Barbara Guest may finally be getting the level of recognition accorded her differently gendered New York School peers. She, too, began in 1950s New York, taking cues from modern abstract painters; she, too, pursued a modernist version of beauty through several decades of now-influential verse. Guest collects her challenging shorter essays, talks and even some poems about poetry in the long-awaited Forces of the Imagination: Writing on Writing. Some pieces remain provocatively abstract, advising us to "Respect your private language"; others return to the poet H.D. (whose biography, Herself Defined, Guest has written), pursue links between verse and visual art, or trace Guest's own development: "I grew up under the shadow of Surrealism." For Guest, "The person inside a literary creation can be both viewer and insider.
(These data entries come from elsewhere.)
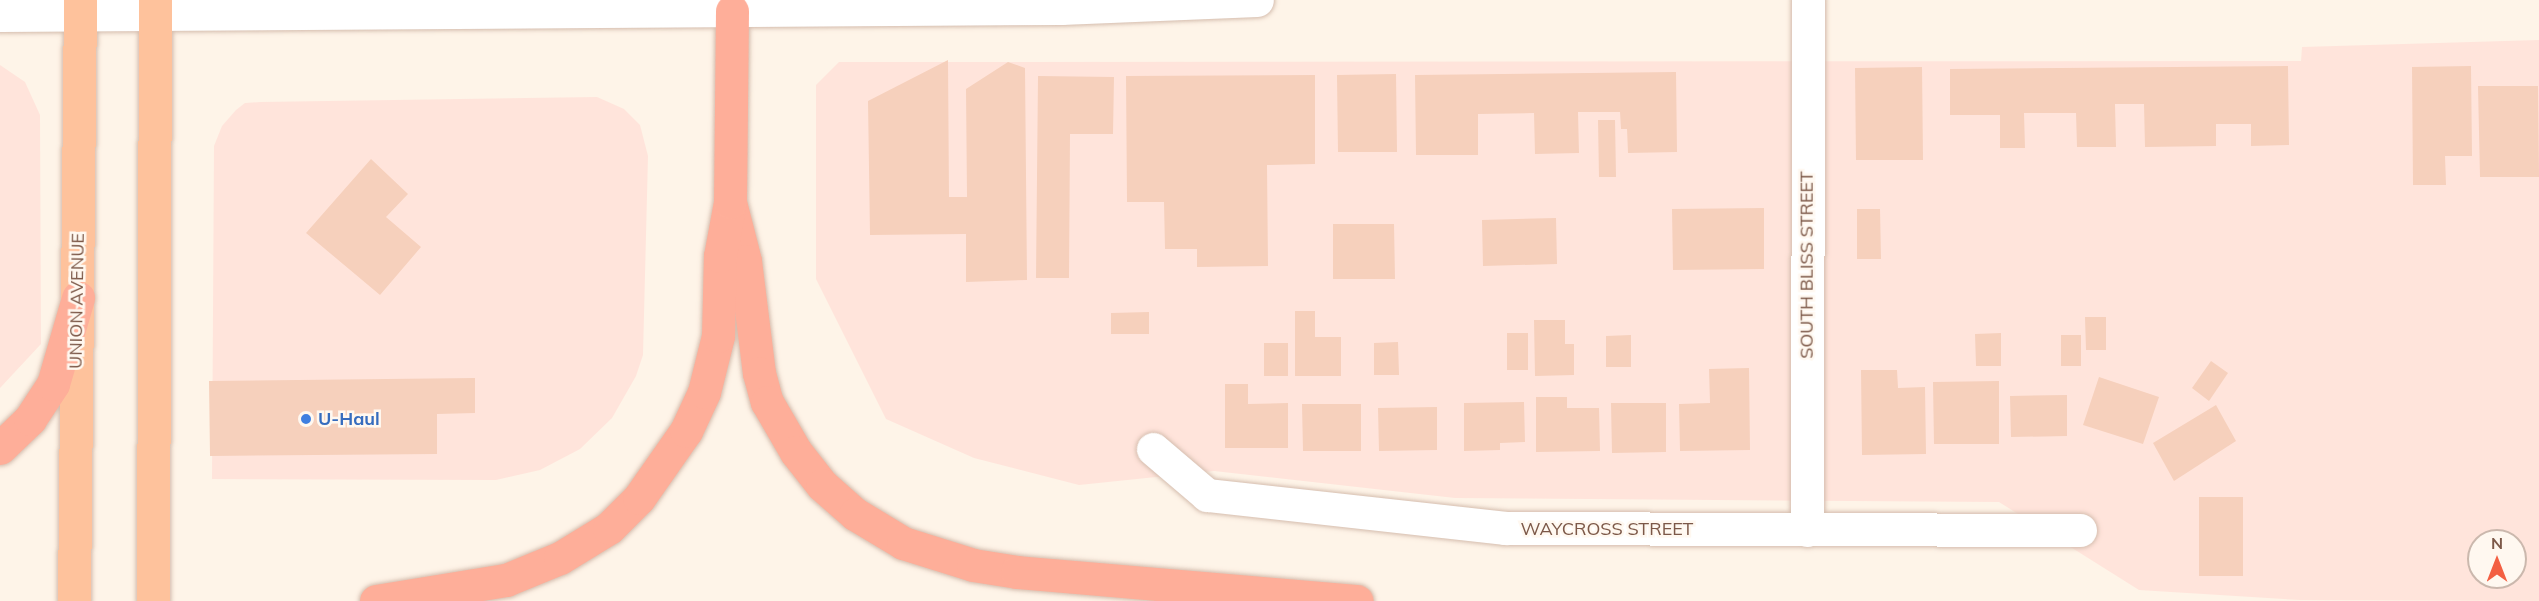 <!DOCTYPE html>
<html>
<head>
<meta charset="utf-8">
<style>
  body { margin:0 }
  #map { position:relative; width:2539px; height:601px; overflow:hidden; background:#fef4e8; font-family:Mulish,sans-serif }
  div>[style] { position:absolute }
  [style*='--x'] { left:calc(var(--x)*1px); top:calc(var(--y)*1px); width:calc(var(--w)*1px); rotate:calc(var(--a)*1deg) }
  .commercial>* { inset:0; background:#ffe4db }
  .building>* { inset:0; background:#f6d0bc }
  .roads { filter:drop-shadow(0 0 2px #d5bdae) drop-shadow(0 0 2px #d5bdae) }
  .minor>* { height:33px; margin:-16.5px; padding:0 16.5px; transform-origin:16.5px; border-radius:16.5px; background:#fff }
  .secondary>* { height:33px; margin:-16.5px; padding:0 16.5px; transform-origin:16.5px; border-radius:16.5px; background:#fff }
  .trunk>* { height:33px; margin:-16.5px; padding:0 16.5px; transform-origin:16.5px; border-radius:16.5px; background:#fec29c }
  .motorway>* { height:33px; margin:-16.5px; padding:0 16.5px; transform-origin:16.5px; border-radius:16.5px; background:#feae99 }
  .dots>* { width:16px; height:16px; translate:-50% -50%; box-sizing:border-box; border:3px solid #fff8f0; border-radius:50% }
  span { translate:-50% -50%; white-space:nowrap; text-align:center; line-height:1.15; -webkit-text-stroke:5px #fff8f0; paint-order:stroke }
  .street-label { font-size:18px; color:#7c5848 }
  .shop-label { font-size:18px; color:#366cbe; font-weight:700 }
  .left { translate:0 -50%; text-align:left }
  .north { position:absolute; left:2467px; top:529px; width:60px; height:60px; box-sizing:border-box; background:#fff8f0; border:2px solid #cbb8ad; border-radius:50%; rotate:0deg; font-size:16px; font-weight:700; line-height:24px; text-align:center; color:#7c5848 }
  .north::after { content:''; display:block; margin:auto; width:21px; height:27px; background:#f35f42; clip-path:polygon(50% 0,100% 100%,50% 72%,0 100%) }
</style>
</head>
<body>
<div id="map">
  <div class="commercial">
    <i style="clip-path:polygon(evenodd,2539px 40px,2539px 601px,2300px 600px,2139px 590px,1999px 502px,1455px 498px,1214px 471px,1079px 485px,974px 458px,886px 419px,816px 279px,816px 85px,839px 62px,2301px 61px,2302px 47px,2539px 40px,2479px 541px,2515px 541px,2515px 577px,2479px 577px,2479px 541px)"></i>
    <i style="clip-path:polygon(0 65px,25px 82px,40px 115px,41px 344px,0 388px)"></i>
    <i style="clip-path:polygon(597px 97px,624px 109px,640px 125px,648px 156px,643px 355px,636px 376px,612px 418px,580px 449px,540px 470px,496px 480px,212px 479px,214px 146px,222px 126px,236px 110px,245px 103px,261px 102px)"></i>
  </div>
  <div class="building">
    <i style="clip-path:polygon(948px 60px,949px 197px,967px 197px,966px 89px,1008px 62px,1025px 68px,1027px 280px,966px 282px,966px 234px,870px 235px,868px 101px)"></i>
    <i style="clip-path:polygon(2288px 66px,2289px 145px,2251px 146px,2251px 124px,2216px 124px,2216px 146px,2145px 147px,2144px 104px,2115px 104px,2116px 147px,2077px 147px,2076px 113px,2024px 113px,2025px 148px,2000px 148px,2000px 115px,1950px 115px,1950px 69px)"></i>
    <i style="clip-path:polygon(2471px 66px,2472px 156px,2445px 156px,2446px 185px,2413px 185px,2412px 67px)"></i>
    <i style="clip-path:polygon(1922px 67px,1923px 160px,1856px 160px,1855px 68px)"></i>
    <i style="clip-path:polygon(1676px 72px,1677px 152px,1628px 153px,1627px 129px,1621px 129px,1620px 112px,1578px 112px,1579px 153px,1535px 154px,1534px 113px,1478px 114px,1478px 155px,1416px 155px,1415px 75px)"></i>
    <i style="clip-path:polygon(1396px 74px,1397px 152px,1338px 152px,1337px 75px)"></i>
    <i style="clip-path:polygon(1315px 75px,1315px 164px,1267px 165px,1268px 266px,1197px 267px,1197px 249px,1165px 249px,1164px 202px,1127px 202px,1126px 76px)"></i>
    <i style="clip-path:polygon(1038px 76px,1114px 77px,1113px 134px,1070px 134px,1069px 278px,1036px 278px)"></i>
    <i style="clip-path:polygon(2478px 86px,2538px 86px,2539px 177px,2480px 177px)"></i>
    <i style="clip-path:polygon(1598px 120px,1615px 120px,1616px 177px,1599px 177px)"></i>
    <i style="clip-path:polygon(371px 159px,408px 194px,386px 217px,421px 247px,380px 295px,306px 233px)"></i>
    <i style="clip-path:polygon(1764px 208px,1764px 269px,1673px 270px,1672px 209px)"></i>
    <i style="clip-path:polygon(1857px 209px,1880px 209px,1881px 259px,1857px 259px)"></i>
    <i style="clip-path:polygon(1556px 218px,1557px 264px,1483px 266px,1482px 220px)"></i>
    <i style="clip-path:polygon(1333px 224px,1394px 224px,1395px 279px,1333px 279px)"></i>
    <i style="clip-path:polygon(1295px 311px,1315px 311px,1315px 337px,1341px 337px,1341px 376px,1295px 376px)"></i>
    <i style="clip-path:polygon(1149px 312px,1149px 334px,1111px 334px,1111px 313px)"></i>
    <i style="clip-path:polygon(2085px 317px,2106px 317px,2106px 350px,2086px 350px)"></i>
    <i style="clip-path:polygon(1534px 320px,1565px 320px,1565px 344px,1574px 344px,1574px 375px,1535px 376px)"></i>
    <i style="clip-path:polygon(1507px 333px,1528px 333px,1528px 370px,1507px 370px)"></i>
    <i style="clip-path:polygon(2001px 333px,2001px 366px,1976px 366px,1975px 334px)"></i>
    <i style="clip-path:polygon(1631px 335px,1631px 367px,1606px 367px,1606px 336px)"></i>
    <i style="clip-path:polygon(2061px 335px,2081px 335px,2081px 366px,2061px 366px)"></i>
    <i style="clip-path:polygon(1398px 342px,1399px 375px,1374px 375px,1374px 343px)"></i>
    <i style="clip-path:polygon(1264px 343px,1288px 343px,1288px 376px,1264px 376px)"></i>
    <i style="clip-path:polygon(2211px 361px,2228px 373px,2209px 401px,2192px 388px)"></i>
    <i style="clip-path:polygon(1749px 368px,1750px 450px,1680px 451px,1679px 404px,1710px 403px,1709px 369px)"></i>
    <i style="clip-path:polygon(1861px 370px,1897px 370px,1898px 388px,1925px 387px,1926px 454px,1862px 455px)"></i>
    <i style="clip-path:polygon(2099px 377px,2159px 397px,2143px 444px,2083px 425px)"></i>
    <i style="clip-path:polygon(475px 378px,475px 413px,437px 414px,437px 454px,210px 456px,209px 381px)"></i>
    <i style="clip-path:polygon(1999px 381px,1999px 444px,1934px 444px,1933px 382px)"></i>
    <i style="clip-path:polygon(1225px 384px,1248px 384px,1248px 404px,1288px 403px,1288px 448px,1225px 448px)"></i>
    <i style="clip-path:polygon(2067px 395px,2067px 436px,2011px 437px,2010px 396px)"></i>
    <i style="clip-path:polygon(1536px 397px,1567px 397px,1567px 408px,1599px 408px,1600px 451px,1536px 452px)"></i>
    <i style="clip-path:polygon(1524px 402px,1525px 442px,1500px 443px,1500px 450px,1464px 451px,1464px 403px)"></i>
    <i style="clip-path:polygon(1611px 403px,1666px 403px,1666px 452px,1612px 453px)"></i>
    <i style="clip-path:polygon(1302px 404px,1361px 404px,1361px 451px,1303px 451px)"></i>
    <i style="clip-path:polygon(2216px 405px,2236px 441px,2174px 481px,2153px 443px)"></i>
    <i style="clip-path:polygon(1437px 407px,1437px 450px,1379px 451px,1378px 408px)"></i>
    <i style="clip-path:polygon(2199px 497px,2243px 497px,2243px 576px,2199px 576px)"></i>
  </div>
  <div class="roads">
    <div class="minor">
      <i style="--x:1153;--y:449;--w:71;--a:40.4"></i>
      <i style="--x:1207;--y:495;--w:300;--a:6.3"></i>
      <i style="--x:1505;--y:528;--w:575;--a:0.2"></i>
      <i style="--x:1807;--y:530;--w:530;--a:-89.89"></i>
    </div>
    <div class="secondary">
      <i style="--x:0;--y:15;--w:1061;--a:-0.38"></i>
      <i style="--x:1061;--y:8;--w:196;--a:-2.3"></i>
    </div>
    <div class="trunk">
      <i style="--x:74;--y:601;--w:601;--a:-89.43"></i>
      <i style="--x:153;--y:601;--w:601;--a:-89.81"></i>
    </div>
    <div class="motorway">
      <i style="--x:730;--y:202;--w:61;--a:75.7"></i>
      <i style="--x:745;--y:261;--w:113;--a:82.9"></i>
      <i style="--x:759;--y:373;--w:30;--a:75"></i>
      <i style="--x:767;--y:402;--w:58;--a:59.9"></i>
      <i style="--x:796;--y:452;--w:42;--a:51.8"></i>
      <i style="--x:822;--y:485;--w:44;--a:41.3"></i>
      <i style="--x:855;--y:514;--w:56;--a:31.1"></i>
      <i style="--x:903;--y:543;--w:73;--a:17.4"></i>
      <i style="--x:973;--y:565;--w:45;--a:9"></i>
      <i style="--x:1017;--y:572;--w:341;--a:4.9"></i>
      <i style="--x:0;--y:448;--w:42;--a:-44"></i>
      <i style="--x:30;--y:419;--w:42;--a:-56.7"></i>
      <i style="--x:53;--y:384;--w:90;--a:-73.8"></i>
      <i style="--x:376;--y:601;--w:132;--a:-9.2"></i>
      <i style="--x:506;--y:580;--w:58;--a:-22.2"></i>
      <i style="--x:560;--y:558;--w:57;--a:-31.5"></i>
      <i style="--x:609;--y:528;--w:42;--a:-45"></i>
      <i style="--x:639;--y:498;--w:82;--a:-55"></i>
      <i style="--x:686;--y:431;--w:43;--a:-65.2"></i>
      <i style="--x:704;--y:392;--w:58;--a:-76"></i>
      <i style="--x:718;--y:336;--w:80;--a:-88.6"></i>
      <i style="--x:720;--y:256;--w:55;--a:-79.5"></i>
      <i style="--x:730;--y:202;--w:191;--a:-89.4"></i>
    </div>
  </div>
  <div class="dots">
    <i style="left:306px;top:419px;background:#3f7fe0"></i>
  </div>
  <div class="street-label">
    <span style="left:1807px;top:265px;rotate:-90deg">SOUTH BLISS STREET</span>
    <span style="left:77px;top:301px;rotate:-89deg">UNION AVENUE</span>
    <span style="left:1607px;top:529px">WAYCROSS STREET</span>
  </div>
  <div class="shop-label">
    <span class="left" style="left:318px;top:419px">U-Haul</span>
  </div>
  <div class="north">N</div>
</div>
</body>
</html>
The window is open and the bird flies in."
— Publisher's Weekly
We expect poets to give a first-hand account of what poetry is. But some poets, when they write criticism, produce a kind of prose that is itself on the verge of being poetry. Valery, Stevens and Marianne Moore belong to this "visionary company." And so does Barbara Guest, whose writing on poetry, collected here, are among the most inspiring works of their kind. It is a deep pleasure to know that such writing can still exist.
— John Ashbery
In this companion to her important poetry, Barbara Guest may be said to advance a poetics amazed in its dreaminess and lyrical in its critical register. No wonder the Symbolist poetics from which she takes her core meaning is as integral to her poetry as it is: it is the way she thinks! Her aphoristic plasticity is affirmative, affirmative in performing acts on our behalf.